Renversement dialectique. Il faut tout penser désormais en psychanalyse en termes de jouissance, même la névrose, puisque Sade est la vérité de Kant. Mais à bien y réfléchir, n’était-ce pas déjà ce qu’annonçaient les Trois essais sur la sexualité ? Ils disaient aussi, dans une perspective évolutionniste-développementaliste à questionner bien sûr, que l’errance des pulsions partielles et leurs objets avaient vocation (comme on dit aujourd’hui) à se ranger sous le primat du phallus. Or c’est bien tout le problème. Cette opération normativante qui, aux yeux de Freud, se faisait somme toute d’une manière assez naturelle et générale, même si elle était un peu chahutée comme dans la névrose et si elle dysfonctionnait dans les perversions, cette opération n’a aujourd’hui plus rien d’évident, et précisément au nom de la jouissance. Pourquoi ne pas cultiver la perversion polymorphe ? Pour le dire un peu brutalement : il ne va plus de soi du tout que le phallus, objet parmi d’autres, se détache (c’est le cas de le dire) sur le fond des objets. C’est-à-dire qu’il s’élise, par condensation narcissique, comme l’objet par excellence, représentant de tous les autres, puis rompant son enclos aille, véritable bouc émissaire, s’exiler dans le signifiant pour la rémission des péchés de toutes les jouissances impossibles. L’impossible reconnu sous couvert d’interdit, telle fut longtemps la fonction du phallus. Mais aujourd’hui que plus rien, pense-t-on, n’est interdit (il est même devenu interdit d’interdire) nous croyons illusoirement que tout, non pas est possible mais devrait l’être de droit. Fi donc du signifiant dont la fonction n’est que de dire non, dire qu’il n’y a pas, de rapport sexuel foncièrement. Qu’un objet passe au dire pour dire cela, c’est toute la fonction du phallus. Elle est de nos jours extrêmement malmenée. Le phallus est devenu objet manipulable, miroitant sous toutes les formes fétichistes de la marchandise. Cela subvertit évidemment la question des rapports entre symptôme et jouissance.

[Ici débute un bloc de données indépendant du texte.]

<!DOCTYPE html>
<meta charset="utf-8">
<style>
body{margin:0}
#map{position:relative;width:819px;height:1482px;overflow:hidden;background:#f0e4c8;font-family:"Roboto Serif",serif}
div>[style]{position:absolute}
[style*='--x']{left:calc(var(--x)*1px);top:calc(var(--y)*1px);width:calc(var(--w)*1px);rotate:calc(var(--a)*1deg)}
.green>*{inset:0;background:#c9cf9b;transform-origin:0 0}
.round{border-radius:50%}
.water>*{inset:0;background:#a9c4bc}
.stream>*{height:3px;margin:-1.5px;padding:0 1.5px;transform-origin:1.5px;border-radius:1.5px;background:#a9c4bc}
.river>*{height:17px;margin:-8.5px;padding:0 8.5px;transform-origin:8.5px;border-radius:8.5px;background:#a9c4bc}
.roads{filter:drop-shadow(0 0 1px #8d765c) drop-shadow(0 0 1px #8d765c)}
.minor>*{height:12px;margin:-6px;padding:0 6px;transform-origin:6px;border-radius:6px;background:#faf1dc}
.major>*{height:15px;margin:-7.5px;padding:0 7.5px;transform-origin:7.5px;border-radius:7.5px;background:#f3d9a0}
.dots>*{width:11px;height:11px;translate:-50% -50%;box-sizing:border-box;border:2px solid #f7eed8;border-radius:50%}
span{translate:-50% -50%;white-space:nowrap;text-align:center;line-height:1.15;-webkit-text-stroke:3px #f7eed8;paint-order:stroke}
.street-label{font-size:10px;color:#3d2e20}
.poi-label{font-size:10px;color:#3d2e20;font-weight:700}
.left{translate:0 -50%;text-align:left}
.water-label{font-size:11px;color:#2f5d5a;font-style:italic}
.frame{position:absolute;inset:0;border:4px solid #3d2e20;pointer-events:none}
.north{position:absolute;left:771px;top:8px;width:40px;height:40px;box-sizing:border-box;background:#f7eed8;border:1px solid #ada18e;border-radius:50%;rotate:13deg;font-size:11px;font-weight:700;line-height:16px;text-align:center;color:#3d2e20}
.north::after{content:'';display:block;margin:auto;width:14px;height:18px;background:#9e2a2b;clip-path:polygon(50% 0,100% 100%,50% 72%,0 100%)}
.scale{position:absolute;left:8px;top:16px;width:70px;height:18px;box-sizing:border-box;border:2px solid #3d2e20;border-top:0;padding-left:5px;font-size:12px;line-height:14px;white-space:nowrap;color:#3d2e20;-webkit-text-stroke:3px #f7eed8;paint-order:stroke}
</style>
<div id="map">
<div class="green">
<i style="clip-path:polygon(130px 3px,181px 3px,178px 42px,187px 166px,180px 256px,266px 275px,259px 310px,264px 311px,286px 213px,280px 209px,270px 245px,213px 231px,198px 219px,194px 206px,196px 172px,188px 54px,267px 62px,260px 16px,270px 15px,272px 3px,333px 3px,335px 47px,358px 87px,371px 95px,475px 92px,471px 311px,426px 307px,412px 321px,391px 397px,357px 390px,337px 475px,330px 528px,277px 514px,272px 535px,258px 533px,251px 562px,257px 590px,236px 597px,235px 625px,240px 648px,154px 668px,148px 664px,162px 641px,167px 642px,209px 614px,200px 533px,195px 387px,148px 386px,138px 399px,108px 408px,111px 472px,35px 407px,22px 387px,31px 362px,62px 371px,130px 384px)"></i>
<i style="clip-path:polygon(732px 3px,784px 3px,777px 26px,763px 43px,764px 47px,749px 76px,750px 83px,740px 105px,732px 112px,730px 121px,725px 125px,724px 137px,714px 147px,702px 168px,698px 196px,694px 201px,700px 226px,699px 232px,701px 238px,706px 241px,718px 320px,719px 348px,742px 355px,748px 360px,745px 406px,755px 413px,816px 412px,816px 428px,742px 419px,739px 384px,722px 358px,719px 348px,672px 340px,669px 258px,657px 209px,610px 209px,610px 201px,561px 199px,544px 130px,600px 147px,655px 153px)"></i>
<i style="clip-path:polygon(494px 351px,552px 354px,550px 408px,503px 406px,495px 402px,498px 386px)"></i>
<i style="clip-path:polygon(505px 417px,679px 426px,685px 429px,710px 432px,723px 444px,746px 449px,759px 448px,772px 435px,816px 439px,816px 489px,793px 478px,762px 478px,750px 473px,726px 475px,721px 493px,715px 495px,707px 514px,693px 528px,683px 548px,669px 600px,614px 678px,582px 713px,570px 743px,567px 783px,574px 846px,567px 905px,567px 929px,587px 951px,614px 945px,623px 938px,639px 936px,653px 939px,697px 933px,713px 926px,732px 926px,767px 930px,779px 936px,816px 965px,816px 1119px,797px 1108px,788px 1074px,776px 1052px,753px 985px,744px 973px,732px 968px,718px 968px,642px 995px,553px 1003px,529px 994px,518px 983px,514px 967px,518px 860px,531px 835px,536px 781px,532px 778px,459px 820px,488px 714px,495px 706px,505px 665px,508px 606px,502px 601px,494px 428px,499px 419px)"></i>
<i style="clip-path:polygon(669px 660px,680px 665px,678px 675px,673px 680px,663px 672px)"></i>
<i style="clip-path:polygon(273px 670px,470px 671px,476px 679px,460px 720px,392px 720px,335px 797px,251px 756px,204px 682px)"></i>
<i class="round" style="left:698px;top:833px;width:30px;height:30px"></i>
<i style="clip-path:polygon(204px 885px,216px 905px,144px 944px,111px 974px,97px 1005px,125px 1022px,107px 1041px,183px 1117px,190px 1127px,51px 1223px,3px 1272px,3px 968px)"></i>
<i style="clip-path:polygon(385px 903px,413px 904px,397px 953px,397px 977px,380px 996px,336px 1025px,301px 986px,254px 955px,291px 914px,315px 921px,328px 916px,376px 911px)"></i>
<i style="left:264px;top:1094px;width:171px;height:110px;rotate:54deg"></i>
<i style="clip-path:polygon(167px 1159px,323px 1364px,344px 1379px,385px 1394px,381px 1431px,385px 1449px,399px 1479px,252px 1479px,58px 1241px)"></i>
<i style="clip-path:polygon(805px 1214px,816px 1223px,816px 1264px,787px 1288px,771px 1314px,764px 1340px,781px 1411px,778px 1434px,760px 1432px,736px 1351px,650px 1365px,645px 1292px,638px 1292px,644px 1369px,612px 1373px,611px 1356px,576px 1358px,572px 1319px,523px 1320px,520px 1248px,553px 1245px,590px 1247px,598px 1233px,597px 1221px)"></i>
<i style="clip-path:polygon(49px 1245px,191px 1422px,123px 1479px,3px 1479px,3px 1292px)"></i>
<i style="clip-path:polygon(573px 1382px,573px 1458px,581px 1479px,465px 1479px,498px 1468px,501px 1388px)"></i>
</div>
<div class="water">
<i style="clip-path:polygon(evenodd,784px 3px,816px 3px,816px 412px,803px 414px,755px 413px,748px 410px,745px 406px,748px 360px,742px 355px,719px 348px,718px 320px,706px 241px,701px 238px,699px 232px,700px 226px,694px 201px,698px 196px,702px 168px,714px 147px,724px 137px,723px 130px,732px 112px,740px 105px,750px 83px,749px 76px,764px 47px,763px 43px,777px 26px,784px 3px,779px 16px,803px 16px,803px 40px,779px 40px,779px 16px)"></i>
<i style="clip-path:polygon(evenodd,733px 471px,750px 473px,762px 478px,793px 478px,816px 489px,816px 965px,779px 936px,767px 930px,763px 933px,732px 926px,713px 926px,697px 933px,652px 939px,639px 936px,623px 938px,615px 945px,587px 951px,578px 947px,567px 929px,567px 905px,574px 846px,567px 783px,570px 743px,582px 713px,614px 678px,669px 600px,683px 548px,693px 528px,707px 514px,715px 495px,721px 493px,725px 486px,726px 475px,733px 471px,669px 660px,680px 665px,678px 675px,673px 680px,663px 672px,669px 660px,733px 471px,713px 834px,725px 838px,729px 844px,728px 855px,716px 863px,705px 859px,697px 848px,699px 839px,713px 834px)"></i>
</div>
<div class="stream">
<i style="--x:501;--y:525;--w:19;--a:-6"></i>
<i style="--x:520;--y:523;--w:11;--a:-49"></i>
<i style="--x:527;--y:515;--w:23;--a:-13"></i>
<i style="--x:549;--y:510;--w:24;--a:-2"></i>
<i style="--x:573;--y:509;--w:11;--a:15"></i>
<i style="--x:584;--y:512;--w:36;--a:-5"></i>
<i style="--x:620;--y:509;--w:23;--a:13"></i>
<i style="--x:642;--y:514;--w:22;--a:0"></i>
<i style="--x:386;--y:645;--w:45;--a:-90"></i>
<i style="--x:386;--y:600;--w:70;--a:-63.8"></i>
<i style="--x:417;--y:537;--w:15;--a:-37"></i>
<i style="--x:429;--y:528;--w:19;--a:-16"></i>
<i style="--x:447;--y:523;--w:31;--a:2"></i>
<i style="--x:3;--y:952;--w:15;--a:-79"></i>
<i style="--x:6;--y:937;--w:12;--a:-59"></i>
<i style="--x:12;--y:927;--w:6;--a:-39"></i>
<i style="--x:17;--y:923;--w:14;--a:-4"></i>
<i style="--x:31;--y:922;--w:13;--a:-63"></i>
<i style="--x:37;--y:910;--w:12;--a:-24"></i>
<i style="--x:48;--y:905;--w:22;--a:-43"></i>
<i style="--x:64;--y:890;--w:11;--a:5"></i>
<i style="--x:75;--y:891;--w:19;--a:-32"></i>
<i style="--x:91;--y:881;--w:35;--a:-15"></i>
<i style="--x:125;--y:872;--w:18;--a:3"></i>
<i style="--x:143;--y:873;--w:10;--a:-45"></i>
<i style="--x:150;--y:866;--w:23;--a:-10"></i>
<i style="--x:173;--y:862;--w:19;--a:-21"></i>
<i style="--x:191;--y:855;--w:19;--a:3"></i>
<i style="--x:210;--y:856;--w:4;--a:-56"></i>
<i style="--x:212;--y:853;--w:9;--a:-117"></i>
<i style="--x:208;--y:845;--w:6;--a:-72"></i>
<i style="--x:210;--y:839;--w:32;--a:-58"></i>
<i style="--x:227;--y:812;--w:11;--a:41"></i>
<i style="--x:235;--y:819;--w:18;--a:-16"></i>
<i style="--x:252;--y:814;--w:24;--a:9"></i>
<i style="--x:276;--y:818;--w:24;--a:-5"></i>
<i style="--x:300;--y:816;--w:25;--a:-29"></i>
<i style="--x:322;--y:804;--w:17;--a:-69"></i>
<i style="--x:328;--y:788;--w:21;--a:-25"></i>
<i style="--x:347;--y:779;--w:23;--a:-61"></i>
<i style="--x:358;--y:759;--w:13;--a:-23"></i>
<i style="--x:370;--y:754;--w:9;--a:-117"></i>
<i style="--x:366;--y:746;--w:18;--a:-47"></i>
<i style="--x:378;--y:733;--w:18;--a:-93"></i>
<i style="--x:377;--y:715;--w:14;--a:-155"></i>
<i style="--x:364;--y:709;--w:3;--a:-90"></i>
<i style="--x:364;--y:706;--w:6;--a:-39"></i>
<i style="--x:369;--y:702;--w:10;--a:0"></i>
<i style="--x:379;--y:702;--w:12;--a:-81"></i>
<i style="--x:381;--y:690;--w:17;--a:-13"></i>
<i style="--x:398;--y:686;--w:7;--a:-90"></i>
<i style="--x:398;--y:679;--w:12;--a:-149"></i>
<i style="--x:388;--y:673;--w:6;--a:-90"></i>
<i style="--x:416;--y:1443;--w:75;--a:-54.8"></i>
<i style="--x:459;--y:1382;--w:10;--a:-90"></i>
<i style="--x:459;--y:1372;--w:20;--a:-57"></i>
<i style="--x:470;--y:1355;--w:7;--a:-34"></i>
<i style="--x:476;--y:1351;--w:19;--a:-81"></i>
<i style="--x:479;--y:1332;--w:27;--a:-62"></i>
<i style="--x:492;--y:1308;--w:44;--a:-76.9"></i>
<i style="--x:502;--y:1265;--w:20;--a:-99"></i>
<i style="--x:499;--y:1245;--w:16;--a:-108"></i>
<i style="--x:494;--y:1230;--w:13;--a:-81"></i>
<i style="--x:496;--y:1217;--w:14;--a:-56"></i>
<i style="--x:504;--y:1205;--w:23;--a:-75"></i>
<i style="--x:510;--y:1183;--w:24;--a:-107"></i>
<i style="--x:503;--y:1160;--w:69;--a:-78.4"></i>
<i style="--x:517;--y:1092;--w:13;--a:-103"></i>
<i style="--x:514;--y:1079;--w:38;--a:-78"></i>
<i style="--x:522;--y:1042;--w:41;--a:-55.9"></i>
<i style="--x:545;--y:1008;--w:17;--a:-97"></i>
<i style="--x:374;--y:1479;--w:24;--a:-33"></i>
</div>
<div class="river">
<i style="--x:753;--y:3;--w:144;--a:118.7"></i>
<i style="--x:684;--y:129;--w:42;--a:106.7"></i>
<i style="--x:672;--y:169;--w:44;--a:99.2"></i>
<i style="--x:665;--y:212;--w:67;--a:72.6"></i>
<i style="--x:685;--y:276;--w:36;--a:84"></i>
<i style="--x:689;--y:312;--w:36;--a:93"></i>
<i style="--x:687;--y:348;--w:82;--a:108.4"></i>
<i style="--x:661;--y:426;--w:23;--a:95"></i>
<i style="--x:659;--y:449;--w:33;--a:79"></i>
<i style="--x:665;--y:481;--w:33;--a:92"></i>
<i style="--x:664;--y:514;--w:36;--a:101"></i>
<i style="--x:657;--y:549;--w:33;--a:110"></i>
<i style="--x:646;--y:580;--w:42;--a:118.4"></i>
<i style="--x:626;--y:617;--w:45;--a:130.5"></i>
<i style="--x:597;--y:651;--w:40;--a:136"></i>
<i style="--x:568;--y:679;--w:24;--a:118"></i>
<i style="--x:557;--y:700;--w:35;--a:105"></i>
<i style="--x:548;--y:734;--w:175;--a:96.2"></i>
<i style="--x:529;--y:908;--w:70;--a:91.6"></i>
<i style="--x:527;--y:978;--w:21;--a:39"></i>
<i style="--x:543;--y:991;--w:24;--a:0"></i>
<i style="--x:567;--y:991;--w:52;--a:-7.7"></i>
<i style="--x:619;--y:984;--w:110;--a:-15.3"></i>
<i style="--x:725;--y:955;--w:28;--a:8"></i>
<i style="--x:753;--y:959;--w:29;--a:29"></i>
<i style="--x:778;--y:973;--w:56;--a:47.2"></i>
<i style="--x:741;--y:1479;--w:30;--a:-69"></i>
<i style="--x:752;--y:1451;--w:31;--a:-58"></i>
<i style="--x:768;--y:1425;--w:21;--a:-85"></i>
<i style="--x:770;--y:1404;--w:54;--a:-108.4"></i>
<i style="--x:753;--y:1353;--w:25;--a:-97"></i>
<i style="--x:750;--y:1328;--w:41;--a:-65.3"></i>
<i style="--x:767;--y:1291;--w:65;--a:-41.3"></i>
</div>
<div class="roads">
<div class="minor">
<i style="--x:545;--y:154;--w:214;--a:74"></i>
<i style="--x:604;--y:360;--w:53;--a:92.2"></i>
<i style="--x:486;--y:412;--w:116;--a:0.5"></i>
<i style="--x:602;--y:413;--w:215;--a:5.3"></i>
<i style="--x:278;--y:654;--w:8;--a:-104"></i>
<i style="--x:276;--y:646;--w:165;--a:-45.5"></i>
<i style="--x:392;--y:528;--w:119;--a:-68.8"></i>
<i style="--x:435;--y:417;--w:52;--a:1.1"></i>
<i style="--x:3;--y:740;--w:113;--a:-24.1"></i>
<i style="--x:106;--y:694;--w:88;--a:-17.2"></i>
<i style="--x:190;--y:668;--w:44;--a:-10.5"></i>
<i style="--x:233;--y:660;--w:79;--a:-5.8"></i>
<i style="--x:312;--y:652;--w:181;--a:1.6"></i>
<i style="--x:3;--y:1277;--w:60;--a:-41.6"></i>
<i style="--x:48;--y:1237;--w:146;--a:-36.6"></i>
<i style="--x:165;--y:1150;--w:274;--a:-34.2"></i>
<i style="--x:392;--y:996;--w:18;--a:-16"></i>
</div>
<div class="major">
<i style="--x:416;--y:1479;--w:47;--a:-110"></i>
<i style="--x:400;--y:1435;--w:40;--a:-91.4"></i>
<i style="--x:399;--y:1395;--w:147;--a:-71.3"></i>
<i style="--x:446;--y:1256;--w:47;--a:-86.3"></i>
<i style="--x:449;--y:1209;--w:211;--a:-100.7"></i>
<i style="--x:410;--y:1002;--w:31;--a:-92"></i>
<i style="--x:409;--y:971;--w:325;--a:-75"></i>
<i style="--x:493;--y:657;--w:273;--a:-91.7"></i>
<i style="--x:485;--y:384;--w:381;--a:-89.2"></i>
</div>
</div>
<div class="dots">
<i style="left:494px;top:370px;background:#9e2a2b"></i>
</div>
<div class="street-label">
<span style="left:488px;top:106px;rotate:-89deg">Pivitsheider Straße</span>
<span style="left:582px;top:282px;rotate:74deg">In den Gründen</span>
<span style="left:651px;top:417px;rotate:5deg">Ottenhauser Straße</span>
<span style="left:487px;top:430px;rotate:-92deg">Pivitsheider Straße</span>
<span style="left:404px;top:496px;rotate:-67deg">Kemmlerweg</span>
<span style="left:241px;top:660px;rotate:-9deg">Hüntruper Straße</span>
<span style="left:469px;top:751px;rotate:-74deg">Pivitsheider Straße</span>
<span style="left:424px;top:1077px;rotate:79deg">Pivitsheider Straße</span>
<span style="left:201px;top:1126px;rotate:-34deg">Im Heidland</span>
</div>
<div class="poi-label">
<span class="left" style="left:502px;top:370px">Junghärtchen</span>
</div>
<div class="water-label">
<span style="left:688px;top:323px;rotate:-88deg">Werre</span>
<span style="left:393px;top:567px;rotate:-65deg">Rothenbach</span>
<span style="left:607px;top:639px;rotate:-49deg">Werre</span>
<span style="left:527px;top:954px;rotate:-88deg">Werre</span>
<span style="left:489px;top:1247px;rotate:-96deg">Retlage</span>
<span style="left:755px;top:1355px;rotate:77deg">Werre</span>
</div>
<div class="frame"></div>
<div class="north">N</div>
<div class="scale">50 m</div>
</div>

Dans le prolongement de cette réflexion, on pourrait se demander si la réanimation par Lacan, avec un « pas-de-sens » néologique évident qui en fait un Witz, du terme de « sinthome » n’aurait pas eu entre autres fonctions de dépasser cette perplexité terminologique que j’essaie de cerner autour du symptôme et de la jouissance. N’est-ce pas une tentative de subsumer la question du symptôme névrotique dans une théorie plus générale de la suppléance ou de la ligature, permettant au sujet d’échapper à sa dislocation comme de surmonter son inachèvement congénital. Le sinthome serait au symptôme ce qu’est, mutatis mutandis, la relativité générale à la relativité restreinte. Je remarque au passage que, sauf erreur de ma part, Lacan a toujours parlé du sinthome au singulier et sans qualification, ce qui semble bien viser un régime, disons de jouissance, plus qu’une appartenance de structure.
Mais, si l’on tient compte que la notion de jouissance s’est trouvée, comme chacun sait, par Lacan dédoublée entre une jouissance phallique et une Autre, rien n’est résolu de la complexité du problème. La question du sinthome doit se réarticuler.
Pour tenter d’approcher cette réarticulation, venons-en à la grande enveloppe, celle dont parle mon titre, « l’enveloppe de l’objet ». On pourrait voir dans ce titre l’exploitation anthropologique du mythe du tombeau vide. Dans le délire de la foi, le Christ n’est dit ressuscité qu’à partir d’un signe négatif, l’absence d’un corps qui n’est plus là (on l’a déplacé, enlevé, peu importe, il n’est pas à la place où on l’attendait, il a disparu au regard, au toucher, aux sens). Le tombeau, autrement dit l’enveloppe, est vide. Mais il garde les traces d’une sépulture (le suaire est soigneusement rangé, dit l’évangéliste). Deux anges sont assis au bord, c’est-à-dire (car c’est le sens du mot « angelos ») deux messagers (ou deux messages). Par conséquent, des mots pour la Chose, et qui font trace de trace. Ne me prenez pas pour un fada de Dolto et de son évangile au risque de la psychanalyse, n’empêche qu’on trouve dans les récits symboliques (dont font partie les Ecritures) un Savoir inconscient qui appelle un déchiffrage. Et Marie-Madeleine au matin de Pâques peut bien apparaître comme une figure désirante. Désirante jusqu’à l’hallucination.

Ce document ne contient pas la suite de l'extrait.